Jorge Cevallos Calero

Jorge Cevallos Calero

Jorge Cevallos Calero (Portoviejo, December 2, 1898 – August 20, 1968) was an Ecuadorian poet. In the 1920’s he formed part of the ”Argos” generation, an important literary group from Portoviejo. In 1950, he became a member of the Ecuadorian House of Culture in Manabi. In 1965, he created and presided over the Grupo Cultural Manta [Manta Cultural Group], which was very active in those years. He was bestowed the Flor Natural for his “Canto a Portoviejo” [Song to Portoviejo]. The poet Horacio Hidrovo Peñaherrera, being Mayor of Portoviejo, erected a bust in Cevallos’ memory, recognizing him as a universal poet “always attentive to the great events of humanity.” Today a school in Manta bears his name, as well as a park and garden in Portoviejo.

Background

His was born to Roberto Cevallos, accountant, merchant, language teacher at the Olmedo School, owner of an ice factory in Portoviejo and a man of vast culture, as he was a good reader and spoke and wrote correctly in English and French, and Dolores Calero Barreto, both born in Portoviejo. He was the second of their eight sons.
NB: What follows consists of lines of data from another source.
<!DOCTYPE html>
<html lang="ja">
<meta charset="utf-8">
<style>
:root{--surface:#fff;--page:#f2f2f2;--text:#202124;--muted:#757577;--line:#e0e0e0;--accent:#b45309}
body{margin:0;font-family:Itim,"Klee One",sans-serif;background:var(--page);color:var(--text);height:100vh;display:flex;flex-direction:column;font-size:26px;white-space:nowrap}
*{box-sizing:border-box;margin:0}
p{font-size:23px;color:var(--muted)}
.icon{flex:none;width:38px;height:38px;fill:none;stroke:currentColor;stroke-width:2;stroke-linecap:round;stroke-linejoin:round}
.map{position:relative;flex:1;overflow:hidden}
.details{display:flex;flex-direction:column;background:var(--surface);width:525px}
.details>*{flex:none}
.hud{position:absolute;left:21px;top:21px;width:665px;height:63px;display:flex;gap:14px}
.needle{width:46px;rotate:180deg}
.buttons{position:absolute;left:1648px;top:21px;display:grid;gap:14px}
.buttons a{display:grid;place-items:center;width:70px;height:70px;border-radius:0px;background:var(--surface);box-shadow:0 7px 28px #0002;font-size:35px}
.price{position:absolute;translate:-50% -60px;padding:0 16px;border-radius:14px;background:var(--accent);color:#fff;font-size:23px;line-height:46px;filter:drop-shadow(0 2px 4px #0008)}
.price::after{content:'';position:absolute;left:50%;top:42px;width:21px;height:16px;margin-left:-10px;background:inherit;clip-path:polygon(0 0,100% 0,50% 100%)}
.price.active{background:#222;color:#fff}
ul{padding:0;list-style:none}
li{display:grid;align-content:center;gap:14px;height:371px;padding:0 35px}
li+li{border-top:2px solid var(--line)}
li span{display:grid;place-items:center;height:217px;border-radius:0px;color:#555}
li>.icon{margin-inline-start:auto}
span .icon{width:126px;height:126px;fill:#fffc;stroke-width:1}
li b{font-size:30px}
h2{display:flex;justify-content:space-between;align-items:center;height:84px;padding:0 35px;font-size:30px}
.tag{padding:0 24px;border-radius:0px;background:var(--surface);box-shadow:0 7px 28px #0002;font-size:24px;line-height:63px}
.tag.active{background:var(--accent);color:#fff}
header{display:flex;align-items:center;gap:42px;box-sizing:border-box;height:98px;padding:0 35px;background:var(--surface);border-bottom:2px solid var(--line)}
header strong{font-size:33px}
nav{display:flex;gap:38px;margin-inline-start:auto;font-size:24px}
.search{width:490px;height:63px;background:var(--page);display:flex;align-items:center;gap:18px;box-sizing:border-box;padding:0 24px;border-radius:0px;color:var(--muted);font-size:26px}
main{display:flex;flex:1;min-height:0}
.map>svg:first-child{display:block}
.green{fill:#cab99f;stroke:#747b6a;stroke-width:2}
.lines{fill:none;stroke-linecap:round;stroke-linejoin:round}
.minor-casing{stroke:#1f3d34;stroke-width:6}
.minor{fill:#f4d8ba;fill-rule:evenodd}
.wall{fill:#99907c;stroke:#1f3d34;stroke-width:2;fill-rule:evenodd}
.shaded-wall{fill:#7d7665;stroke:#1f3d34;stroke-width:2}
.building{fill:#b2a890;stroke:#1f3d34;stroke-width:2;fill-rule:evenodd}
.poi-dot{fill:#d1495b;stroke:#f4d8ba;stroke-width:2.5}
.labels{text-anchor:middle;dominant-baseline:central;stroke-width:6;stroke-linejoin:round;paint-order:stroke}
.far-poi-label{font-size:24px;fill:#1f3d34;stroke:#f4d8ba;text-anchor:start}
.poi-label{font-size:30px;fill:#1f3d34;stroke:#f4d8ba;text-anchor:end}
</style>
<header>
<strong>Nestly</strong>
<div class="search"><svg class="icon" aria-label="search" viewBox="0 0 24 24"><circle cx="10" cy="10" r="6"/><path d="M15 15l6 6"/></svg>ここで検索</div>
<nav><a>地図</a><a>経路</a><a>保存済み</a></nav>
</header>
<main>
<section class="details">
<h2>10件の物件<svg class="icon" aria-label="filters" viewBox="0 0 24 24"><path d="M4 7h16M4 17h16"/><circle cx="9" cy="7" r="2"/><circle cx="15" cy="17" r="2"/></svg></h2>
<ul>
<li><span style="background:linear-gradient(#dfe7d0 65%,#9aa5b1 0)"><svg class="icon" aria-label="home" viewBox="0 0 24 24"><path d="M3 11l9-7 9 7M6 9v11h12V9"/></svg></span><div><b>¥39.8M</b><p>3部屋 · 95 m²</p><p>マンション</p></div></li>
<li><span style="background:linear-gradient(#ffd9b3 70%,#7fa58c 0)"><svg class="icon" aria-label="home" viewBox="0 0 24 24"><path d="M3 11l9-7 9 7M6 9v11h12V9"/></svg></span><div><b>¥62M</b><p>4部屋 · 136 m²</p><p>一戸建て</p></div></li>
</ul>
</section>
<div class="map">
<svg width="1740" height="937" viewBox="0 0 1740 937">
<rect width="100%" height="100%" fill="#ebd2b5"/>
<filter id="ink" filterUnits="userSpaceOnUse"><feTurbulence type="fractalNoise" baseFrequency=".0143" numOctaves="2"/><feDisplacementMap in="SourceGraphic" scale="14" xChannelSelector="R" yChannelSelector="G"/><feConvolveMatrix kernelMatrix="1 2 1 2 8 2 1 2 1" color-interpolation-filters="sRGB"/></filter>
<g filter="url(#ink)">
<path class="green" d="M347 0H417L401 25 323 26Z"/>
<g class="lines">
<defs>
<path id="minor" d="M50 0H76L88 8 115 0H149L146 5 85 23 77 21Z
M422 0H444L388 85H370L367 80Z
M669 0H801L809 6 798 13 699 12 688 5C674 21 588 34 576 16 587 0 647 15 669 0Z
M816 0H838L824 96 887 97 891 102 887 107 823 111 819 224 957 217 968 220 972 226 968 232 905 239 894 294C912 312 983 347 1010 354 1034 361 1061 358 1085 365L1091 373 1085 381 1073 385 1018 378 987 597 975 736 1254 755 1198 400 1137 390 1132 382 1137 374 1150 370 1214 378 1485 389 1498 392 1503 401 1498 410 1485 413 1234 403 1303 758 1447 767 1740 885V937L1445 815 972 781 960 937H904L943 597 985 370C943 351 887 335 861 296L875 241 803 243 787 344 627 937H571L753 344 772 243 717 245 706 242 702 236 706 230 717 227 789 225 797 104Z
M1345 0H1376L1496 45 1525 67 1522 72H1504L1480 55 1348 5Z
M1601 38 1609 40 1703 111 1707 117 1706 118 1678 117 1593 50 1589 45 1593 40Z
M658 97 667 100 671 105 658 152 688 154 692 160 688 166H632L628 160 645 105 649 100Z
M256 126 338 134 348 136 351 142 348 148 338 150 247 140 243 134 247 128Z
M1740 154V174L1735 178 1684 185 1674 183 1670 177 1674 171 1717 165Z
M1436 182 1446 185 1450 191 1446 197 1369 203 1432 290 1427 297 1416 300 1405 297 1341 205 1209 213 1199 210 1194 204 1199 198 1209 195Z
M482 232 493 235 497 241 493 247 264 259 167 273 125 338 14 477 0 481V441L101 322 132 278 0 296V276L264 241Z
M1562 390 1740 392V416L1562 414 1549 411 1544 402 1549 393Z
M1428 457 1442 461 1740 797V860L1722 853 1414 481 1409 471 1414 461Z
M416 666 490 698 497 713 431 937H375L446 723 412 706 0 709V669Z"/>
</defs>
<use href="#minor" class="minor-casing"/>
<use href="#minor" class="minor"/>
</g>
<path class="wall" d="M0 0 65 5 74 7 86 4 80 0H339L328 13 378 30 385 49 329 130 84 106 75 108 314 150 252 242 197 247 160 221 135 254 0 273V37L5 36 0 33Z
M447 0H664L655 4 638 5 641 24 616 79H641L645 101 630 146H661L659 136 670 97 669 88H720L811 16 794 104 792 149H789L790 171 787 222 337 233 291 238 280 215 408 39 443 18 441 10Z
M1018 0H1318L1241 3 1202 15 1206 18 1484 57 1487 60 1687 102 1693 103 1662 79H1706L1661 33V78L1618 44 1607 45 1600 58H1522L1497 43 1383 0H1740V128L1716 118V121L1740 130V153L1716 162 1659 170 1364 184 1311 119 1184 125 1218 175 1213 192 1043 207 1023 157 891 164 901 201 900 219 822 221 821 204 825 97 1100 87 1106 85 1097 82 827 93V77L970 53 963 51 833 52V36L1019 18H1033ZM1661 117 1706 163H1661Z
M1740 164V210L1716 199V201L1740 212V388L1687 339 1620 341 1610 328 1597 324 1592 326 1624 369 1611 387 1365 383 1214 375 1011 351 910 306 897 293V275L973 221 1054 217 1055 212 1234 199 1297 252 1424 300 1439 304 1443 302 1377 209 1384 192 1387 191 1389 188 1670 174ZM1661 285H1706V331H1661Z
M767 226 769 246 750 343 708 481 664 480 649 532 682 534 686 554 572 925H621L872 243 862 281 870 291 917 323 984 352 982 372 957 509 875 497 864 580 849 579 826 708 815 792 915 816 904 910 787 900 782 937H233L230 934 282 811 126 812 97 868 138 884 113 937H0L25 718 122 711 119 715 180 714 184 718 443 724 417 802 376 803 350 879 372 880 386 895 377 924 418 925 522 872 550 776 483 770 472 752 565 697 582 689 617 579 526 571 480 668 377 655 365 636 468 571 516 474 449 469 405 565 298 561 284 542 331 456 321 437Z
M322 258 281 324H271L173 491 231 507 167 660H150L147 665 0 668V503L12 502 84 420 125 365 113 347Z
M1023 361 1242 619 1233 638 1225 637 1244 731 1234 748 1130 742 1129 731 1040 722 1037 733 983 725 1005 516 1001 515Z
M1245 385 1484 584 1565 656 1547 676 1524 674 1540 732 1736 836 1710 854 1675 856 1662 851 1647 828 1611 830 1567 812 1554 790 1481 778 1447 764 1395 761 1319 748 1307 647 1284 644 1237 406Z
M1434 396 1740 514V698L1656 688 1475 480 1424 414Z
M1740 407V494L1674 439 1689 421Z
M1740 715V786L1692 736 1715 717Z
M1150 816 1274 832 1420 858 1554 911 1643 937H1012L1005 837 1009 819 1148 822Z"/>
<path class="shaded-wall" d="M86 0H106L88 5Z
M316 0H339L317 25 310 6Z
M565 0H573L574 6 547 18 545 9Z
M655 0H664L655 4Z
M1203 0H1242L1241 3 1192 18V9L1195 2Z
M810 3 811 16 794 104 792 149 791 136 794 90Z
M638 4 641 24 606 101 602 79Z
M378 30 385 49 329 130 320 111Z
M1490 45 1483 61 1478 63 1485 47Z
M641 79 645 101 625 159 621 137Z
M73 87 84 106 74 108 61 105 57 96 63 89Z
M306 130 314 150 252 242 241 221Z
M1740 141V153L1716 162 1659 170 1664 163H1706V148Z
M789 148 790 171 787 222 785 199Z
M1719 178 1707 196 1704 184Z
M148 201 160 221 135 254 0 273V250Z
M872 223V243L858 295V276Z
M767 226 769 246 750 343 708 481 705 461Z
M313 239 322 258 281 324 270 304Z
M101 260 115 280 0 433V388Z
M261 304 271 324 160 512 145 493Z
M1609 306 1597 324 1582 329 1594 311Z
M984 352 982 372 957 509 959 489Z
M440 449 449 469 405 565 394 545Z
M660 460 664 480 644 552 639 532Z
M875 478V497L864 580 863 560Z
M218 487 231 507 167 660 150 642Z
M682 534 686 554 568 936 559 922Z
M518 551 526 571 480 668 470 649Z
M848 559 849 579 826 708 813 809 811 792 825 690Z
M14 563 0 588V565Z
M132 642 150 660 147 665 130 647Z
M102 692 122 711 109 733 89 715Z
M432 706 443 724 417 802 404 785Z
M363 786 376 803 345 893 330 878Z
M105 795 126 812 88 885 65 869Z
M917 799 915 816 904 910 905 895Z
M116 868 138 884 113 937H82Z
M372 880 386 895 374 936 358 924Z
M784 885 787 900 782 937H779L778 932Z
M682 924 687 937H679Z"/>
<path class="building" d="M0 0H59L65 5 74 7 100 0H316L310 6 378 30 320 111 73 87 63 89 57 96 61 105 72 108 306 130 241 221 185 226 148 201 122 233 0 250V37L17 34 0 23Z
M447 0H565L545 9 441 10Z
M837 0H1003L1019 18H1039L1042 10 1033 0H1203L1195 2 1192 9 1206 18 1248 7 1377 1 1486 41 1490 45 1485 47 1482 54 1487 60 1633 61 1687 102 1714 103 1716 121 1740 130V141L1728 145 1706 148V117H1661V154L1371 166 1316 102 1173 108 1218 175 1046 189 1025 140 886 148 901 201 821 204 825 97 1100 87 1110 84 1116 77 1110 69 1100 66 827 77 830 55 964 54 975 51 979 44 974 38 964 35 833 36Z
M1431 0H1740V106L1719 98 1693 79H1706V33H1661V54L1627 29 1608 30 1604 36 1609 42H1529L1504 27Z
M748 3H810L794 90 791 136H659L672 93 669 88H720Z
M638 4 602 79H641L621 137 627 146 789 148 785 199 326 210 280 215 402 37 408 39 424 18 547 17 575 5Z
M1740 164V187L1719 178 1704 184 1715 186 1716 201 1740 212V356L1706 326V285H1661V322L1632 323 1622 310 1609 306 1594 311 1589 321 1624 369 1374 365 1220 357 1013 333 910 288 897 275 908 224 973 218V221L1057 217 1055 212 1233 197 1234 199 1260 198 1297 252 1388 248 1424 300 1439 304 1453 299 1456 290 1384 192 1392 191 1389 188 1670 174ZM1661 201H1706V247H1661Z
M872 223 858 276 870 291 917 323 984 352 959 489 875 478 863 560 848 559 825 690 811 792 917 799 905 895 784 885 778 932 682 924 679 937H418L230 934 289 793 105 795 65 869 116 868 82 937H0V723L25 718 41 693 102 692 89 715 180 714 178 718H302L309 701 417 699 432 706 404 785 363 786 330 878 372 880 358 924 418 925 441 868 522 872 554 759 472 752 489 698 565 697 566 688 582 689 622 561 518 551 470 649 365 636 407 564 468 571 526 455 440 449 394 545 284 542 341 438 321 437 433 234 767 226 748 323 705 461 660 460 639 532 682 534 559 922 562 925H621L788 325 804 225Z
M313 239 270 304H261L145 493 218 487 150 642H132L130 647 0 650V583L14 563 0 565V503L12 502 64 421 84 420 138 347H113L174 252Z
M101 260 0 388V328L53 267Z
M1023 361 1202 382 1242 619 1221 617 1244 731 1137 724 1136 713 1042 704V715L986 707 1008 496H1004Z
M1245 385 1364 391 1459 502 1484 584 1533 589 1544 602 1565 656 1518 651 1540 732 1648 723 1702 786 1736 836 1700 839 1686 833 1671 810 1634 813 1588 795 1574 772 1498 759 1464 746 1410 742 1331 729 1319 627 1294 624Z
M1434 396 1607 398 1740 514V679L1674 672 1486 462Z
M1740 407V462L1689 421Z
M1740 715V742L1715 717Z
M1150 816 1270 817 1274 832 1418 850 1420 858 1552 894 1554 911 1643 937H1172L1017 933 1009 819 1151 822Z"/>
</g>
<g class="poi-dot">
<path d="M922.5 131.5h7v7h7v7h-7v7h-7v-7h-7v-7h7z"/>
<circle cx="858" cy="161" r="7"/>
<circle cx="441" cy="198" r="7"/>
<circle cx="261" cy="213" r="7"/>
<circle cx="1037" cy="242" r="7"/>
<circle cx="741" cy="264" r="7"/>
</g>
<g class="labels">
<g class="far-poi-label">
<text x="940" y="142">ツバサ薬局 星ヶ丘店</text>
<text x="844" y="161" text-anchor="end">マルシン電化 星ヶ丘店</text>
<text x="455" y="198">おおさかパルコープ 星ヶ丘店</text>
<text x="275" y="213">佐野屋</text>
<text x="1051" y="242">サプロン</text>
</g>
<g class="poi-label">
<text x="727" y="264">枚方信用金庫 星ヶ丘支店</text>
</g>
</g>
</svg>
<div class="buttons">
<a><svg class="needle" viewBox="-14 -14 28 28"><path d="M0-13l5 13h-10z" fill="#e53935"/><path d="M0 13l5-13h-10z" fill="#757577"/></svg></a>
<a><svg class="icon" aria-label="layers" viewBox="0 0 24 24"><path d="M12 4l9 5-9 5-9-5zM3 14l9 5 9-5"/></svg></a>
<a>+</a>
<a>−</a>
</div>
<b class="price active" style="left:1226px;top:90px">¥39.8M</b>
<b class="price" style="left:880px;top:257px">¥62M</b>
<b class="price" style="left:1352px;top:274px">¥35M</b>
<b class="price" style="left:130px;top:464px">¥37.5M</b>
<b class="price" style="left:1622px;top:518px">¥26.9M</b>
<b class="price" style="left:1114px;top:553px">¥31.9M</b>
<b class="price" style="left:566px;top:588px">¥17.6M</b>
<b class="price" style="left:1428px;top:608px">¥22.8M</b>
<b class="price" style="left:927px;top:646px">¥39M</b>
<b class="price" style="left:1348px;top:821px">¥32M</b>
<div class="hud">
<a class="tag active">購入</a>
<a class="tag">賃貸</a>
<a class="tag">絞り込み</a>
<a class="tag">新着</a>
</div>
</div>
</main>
In the 1920’s he belonged to a bohemian literary group called “Dad,” with whom he spent time drinking and reading, and whose members included: Vicente Amador Flor, Horacio Hidrovo Velásquez, Verdi Ceballos Balda and Antonio Falconí. Later, with these same friends, he formed the “Argos” generation, named after a cultural magazine that appeared for a short period in Portoviejo, which made them known within Ecuador. His friend Verdi once called him: “El hombre de los tragos blancos y los sueños negros” [the man of white drinks and black dreams].

After graduating in Accounting he traveled to Quito and Guayaquil cultivating literary friendships, particularly in the capital where he had a large group of friends in the Plaza de la Independencia. In 1923 he published criticism in “Fray Gerundio,” a periodical of scathing irony and vile humour that was well received in Portoviejo. During this time, he wrote for several magazines and periodicals and worked as an accountant for some Chinese companies.

In 1938 he received the Chilean poet Gabriela Mistral (winner of the 1945 Nobel Prize in literature) on her way to the north and presented her in an unforgettable literary evening before numerous Manabites who had the privilege of meeting and speaking with her.

Personal

He was married to Noemí Murillo Hidrovo with whom he had 6 children.

Death

At the beginning of 1967 he began to feel discomfort in his bronchial tubes and after several unsuccessful treatments he was taken to the Modern Clinic of Dr. César Serrano in Guayaquil, where he was diagnosed with fungus, although in reality it was emphysema. He spent three months in isolation, he suffered from kidney failure and died at half past two on the morning of August 20, 1968, leaving behind a notebook of handwritten poems, some of them later published in a tiny 48-page pamphlet.